Action item: Reproduce each of the entries that follow, exactly.

Data shown:
------------------------------------------------

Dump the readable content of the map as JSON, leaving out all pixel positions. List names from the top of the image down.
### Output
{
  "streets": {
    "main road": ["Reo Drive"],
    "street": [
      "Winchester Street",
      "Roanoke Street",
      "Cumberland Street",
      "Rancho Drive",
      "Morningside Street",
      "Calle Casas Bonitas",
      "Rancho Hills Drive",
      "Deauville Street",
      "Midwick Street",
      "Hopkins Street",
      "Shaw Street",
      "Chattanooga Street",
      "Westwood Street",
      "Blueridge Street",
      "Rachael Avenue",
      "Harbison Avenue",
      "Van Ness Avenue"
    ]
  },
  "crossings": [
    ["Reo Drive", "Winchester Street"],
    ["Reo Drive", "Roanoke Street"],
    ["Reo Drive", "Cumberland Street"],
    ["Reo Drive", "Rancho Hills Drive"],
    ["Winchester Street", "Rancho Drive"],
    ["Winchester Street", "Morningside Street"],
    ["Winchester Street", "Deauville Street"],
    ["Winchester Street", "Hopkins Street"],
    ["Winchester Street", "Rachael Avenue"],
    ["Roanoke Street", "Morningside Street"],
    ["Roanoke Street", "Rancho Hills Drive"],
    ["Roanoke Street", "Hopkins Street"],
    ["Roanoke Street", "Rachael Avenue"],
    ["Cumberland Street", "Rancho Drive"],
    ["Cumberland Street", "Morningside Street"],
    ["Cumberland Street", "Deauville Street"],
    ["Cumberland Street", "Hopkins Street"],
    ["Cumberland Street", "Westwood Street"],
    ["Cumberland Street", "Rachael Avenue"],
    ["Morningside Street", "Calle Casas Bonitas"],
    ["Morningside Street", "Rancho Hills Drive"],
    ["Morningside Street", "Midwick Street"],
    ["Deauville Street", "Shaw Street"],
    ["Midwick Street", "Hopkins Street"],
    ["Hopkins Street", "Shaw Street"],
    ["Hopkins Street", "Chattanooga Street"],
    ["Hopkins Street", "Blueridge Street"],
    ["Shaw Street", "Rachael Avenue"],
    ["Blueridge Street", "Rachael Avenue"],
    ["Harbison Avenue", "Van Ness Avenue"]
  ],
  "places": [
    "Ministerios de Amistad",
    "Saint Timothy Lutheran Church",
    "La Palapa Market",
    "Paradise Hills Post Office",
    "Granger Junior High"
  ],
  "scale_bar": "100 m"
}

------------------------------------------------

Response:
Dump the readable content of the map as JSON, leaving out all pixel positions. List names from the top of the image down.
### Output
{
  "streets": {
    "main road": ["Reo Drive"],
    "street": [
      "Winchester Street",
      "Roanoke Street",
      "Cumberland Street",
      "Rancho Drive",
      "Morningside Street",
      "Calle Casas Bonitas",
      "Rancho Hills Drive",
      "Deauville Street",
      "Midwick Street",
      "Hopkins Street",
      "Shaw Street",
      "Chattanooga Street",
      "Westwood Street",
      "Blueridge Street",
      "Rachael Avenue",
      "Harbison Avenue",
      "Van Ness Avenue"
    ]
  },
  "crossings": [
    ["Reo Drive", "Winchester Street"],
    ["Reo Drive", "Roanoke Street"],
    ["Reo Drive", "Cumberland Street"],
    ["Reo Drive", "Rancho Hills Drive"],
    ["Winchester Street", "Rancho Drive"],
    ["Winchester Street", "Morningside Street"],
    ["Winchester Street", "Deauville Street"],
    ["Winchester Street", "Hopkins Street"],
    ["Winchester Street", "Rachael Avenue"],
    ["Roanoke Street", "Morningside Street"],
    ["Roanoke Street", "Rancho Hills Drive"],
    ["Roanoke Street", "Hopkins Street"],
    ["Roanoke Street", "Rachael Avenue"],
    ["Cumberland Street", "Rancho Drive"],
    ["Cumberland Street", "Morningside Street"],
    ["Cumberland Street", "Deauville Street"],
    ["Cumberland Street", "Hopkins Street"],
    ["Cumberland Street", "Westwood Street"],
    ["Cumberland Street", "Rachael Avenue"],
    ["Morningside Street", "Calle Casas Bonitas"],
    ["Morningside Street", "Rancho Hills Drive"],
    ["Morningside Street", "Midwick Street"],
    ["Deauville Street", "Shaw Street"],
    ["Midwick Street", "Hopkins Street"],
    ["Hopkins Street", "Shaw Street"],
    ["Hopkins Street", "Chattanooga Street"],
    ["Hopkins Street", "Blueridge Street"],
    ["Shaw Street", "Rachael Avenue"],
    ["Blueridge Street", "Rachael Avenue"],
    ["Harbison Avenue", "Van Ness Avenue"]
  ],
  "places": [
    "Ministerios de Amistad",
    "Saint Timothy Lutheran Church",
    "La Palapa Market",
    "Paradise Hills Post Office",
    "Granger Junior High"
  ],
  "scale_bar": "100 m"
}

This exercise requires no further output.